Stored data entries
※ ※ ※
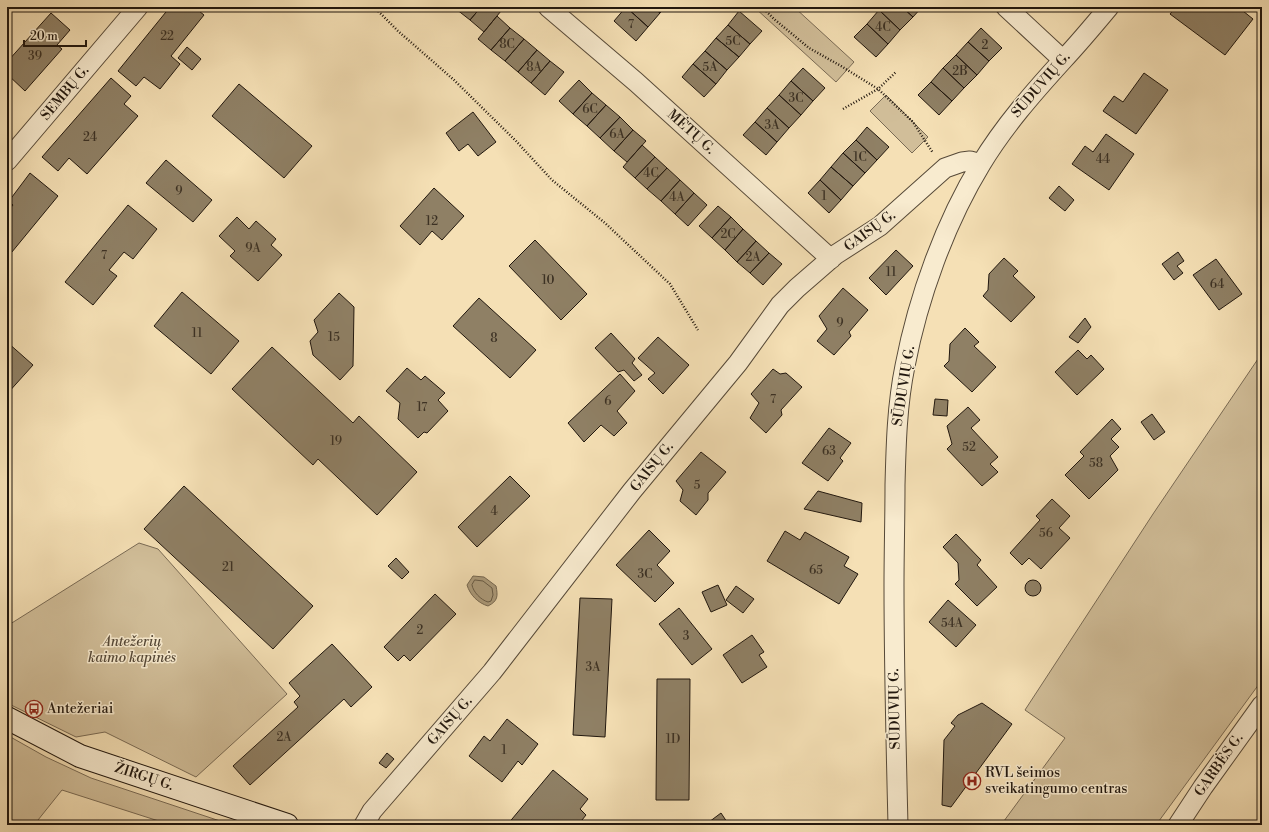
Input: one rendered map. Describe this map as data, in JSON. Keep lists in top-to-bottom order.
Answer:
{
  "streets": {
    "street": [
      "SŪDUVIŲ G.",
      "SEMBŲ G.",
      "MĖTŲ G.",
      "GAISŲ G.",
      "GARBĖS G.",
      "ŽIRGŲ G."
    ]
  },
  "crossings": [
    ["SŪDUVIŲ G.", "GAISŲ G."],
    ["MĖTŲ G.", "GAISŲ G."]
  ],
  "parks": ["Antežerių kaimo kapinės"],
  "places": {
    "bus stop": ["Antežeriai"],
    "hospital": ["RVL šeimos sveikatingumo centras"]
  },
  "house_numbers": [
    "7",
    "4C",
    "22",
    "5C",
    "8C",
    "2",
    "39",
    "8A",
    "5A",
    "2B",
    "3C",
    "6C",
    "3A",
    "6A",
    "24",
    "1C",
    "44",
    "4C",
    "9",
    "1",
    "4A",
    "12",
    "2C",
    "9A",
    "7",
    "2A",
    "11",
    "10",
    "64",
    "9",
    "11",
    "15",
    "8",
    "7",
    "6",
    "17",
    "19",
    "52",
    "63",
    "58",
    "5",
    "4",
    "56",
    "21",
    "65",
    "3C",
    "54A",
    "2",
    "3",
    "3A",
    "2A",
    "1D",
    "1"
  ],
  "scale_bar": "20 m"
}
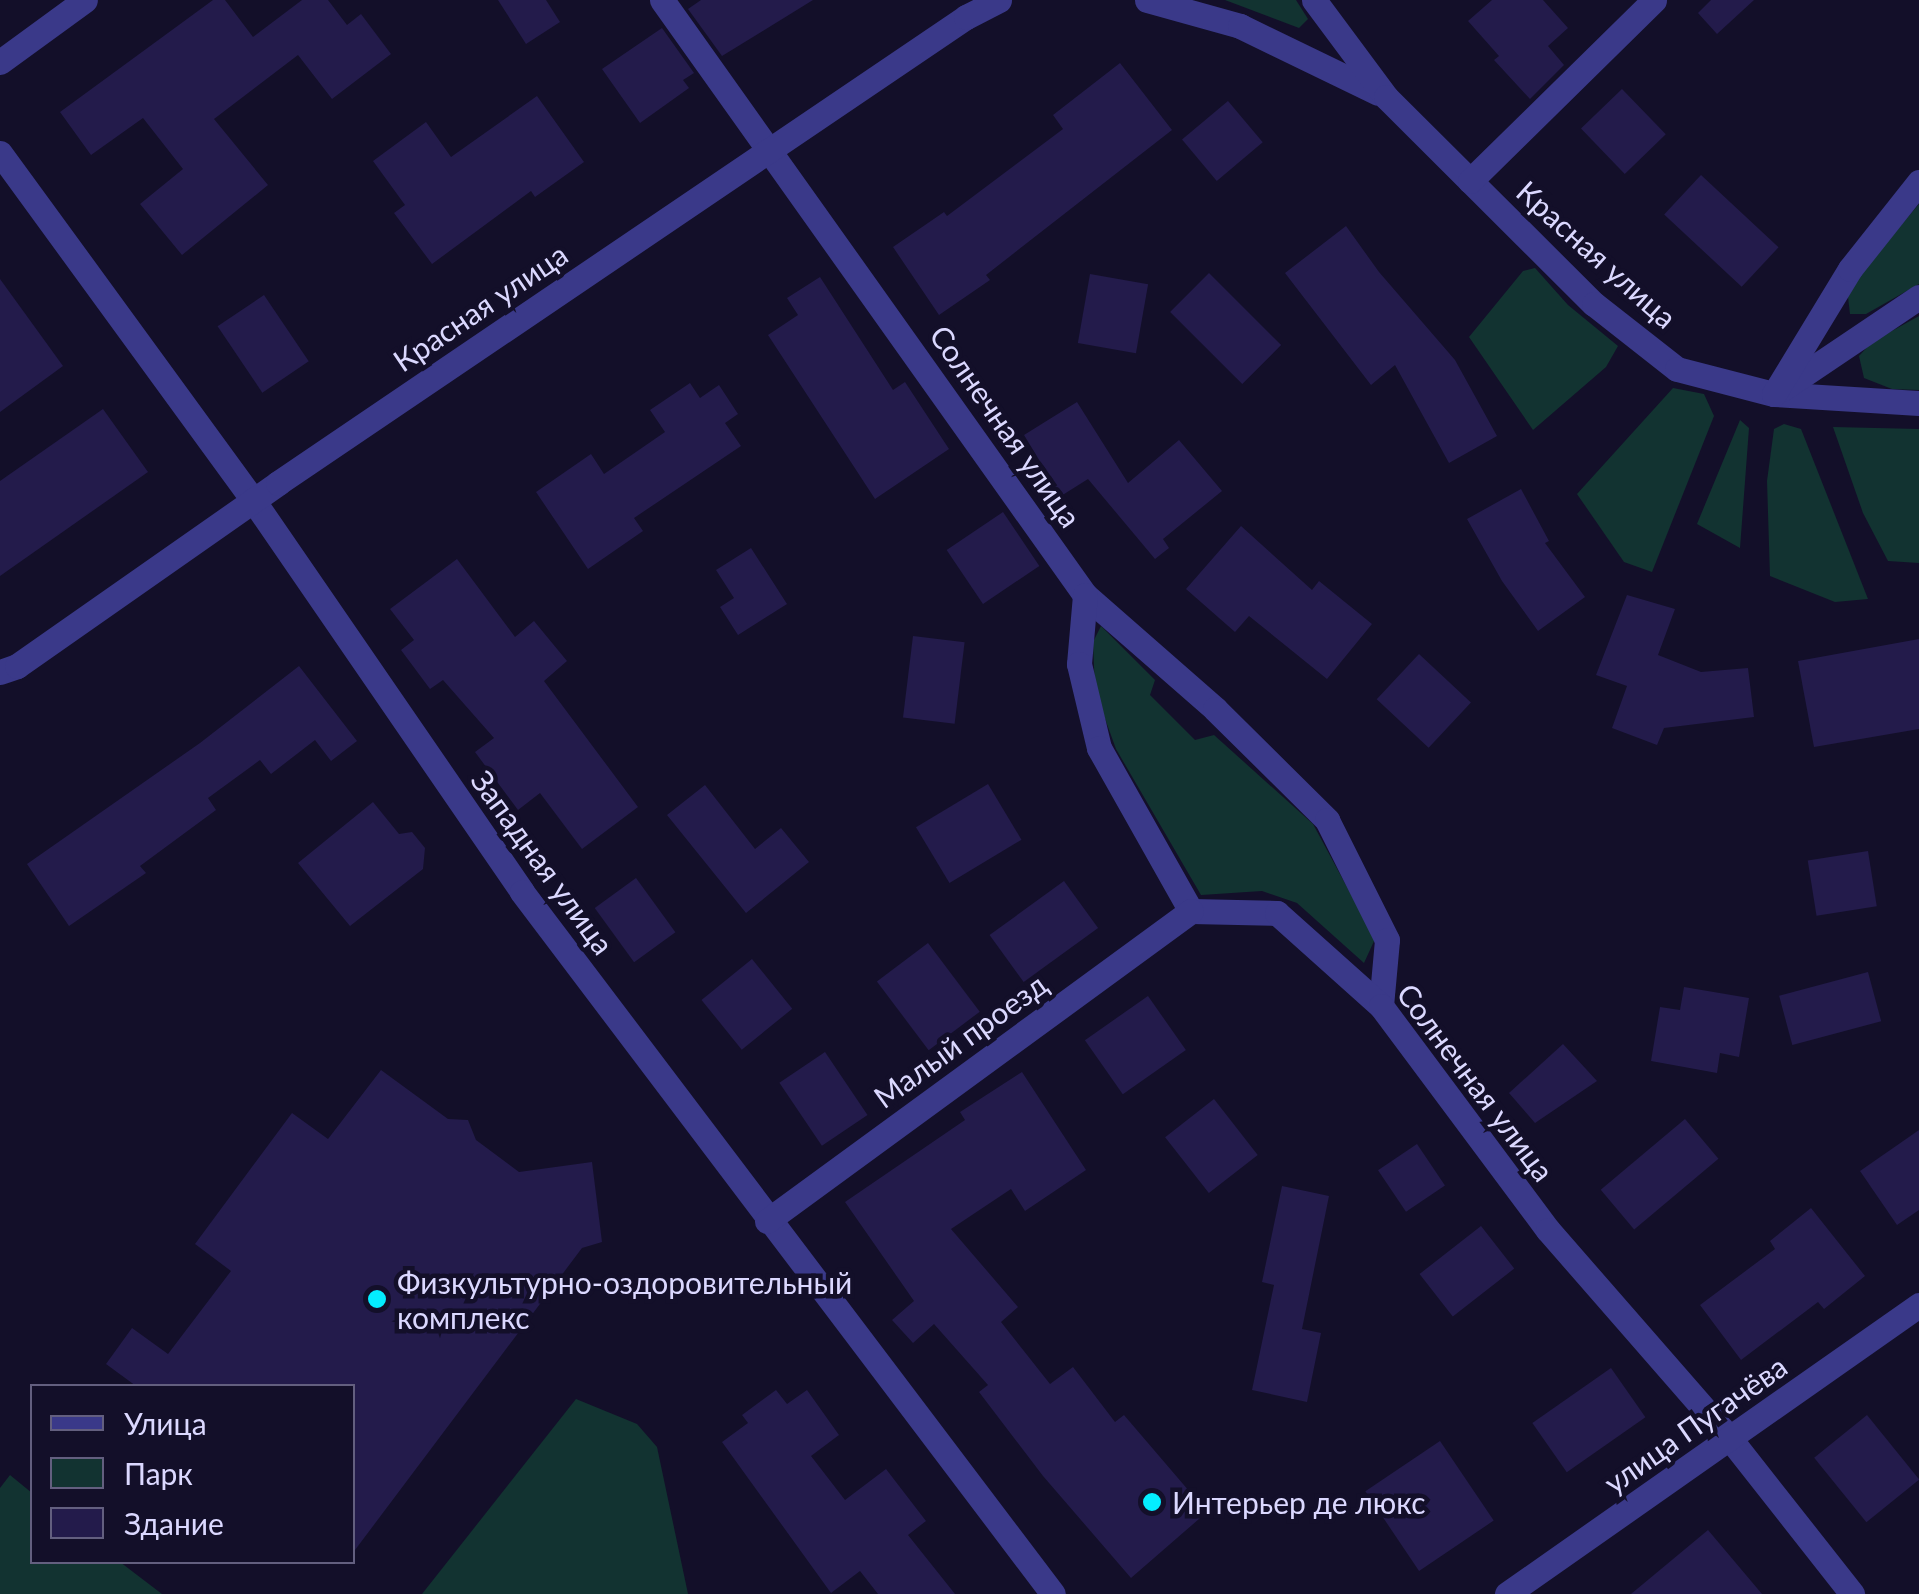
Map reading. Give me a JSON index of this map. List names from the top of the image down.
{
  "streets": {
    "street": [
      "Красная улица",
      "Солнечная улица",
      "Западная улица",
      "Малый проезд",
      "улица Пугачёва"
    ]
  },
  "crossings": [
    ["Красная улица", "Солнечная улица"],
    ["Красная улица", "Западная улица"],
    ["Солнечная улица", "Малый проезд"],
    ["Солнечная улица", "улица Пугачёва"],
    ["Западная улица", "Малый проезд"]
  ],
  "places": ["Физкультурно-оздоровительный комплекс", "Интерьер де люкс"],
  "legend": ["Улица", "Парк", "Здание"]
}
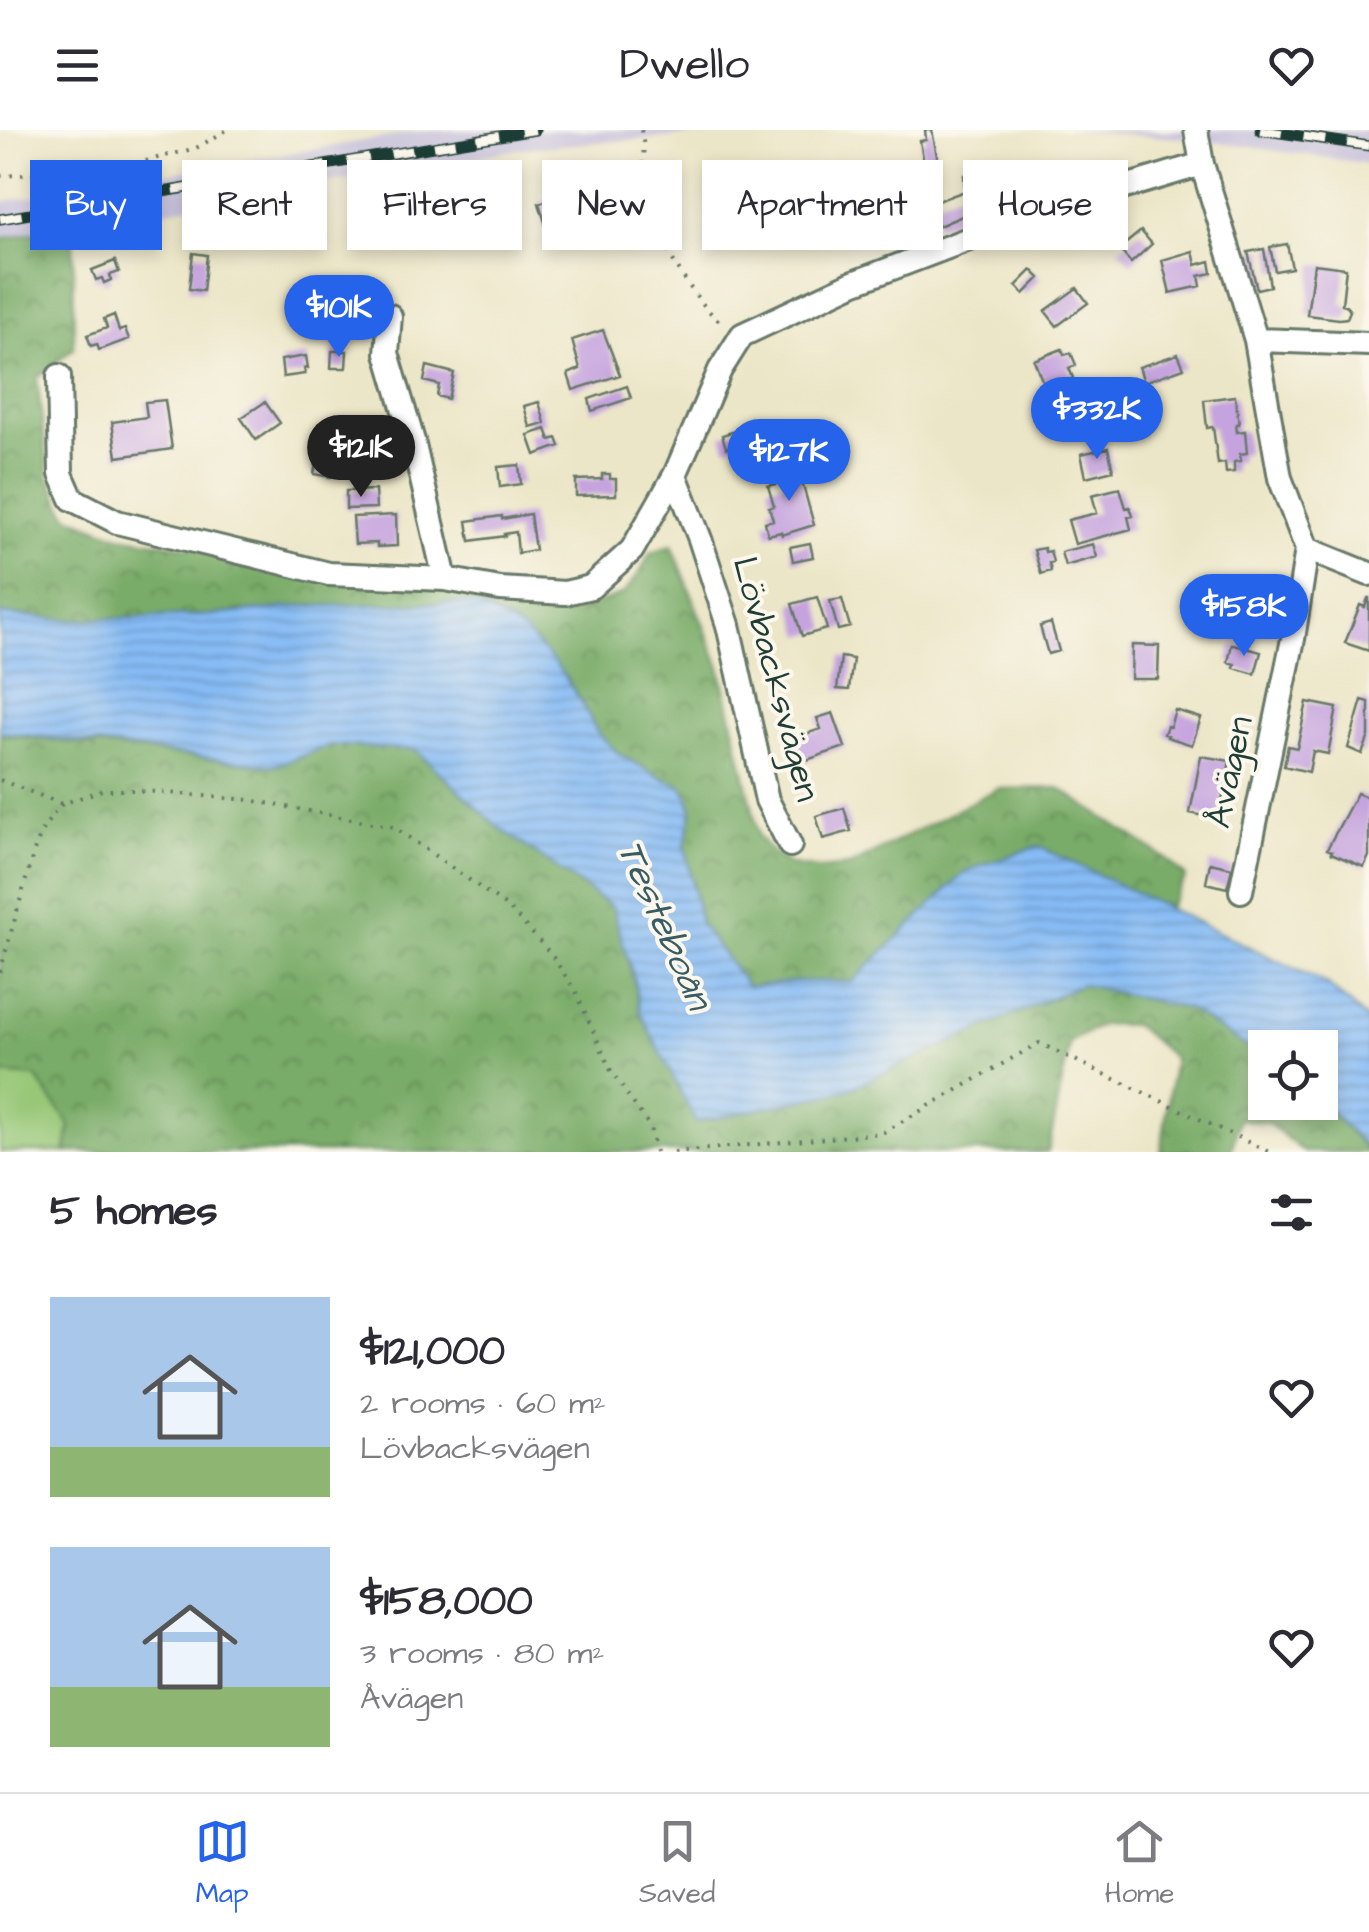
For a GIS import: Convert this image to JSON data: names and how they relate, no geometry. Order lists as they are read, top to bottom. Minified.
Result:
{"streets":{"street":["Lövbacksvägen","Åvägen"]},"water":["Testeboån"],"page":{"header":"Dwello","chip":["Buy","Rent","Filters","New","Apartment","House"],"price":["$101K","$332K","$121K","$127K","$158K"],"heading":"5 homes","list":[{"name":"$121,000","note":"2 rooms · 60 m² · Lövbacksvägen"},{"name":"$158,000","note":"3 rooms · 80 m² · Åvägen"}],"tabs":["Map","Saved","Home"]}}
※ ※ ※
■ The task ■
Check each line above for the string "bottom", then copy the ones that have it.

■ Result of the exercise ■
Input: one rendered map. Describe this map as data, in JSON. Keep lists in top-to-bottom order.
For a GIS import: Convert this image to JSON data: names and how they relate, no geometry. Order lists as they are read, top to bottom. Minified.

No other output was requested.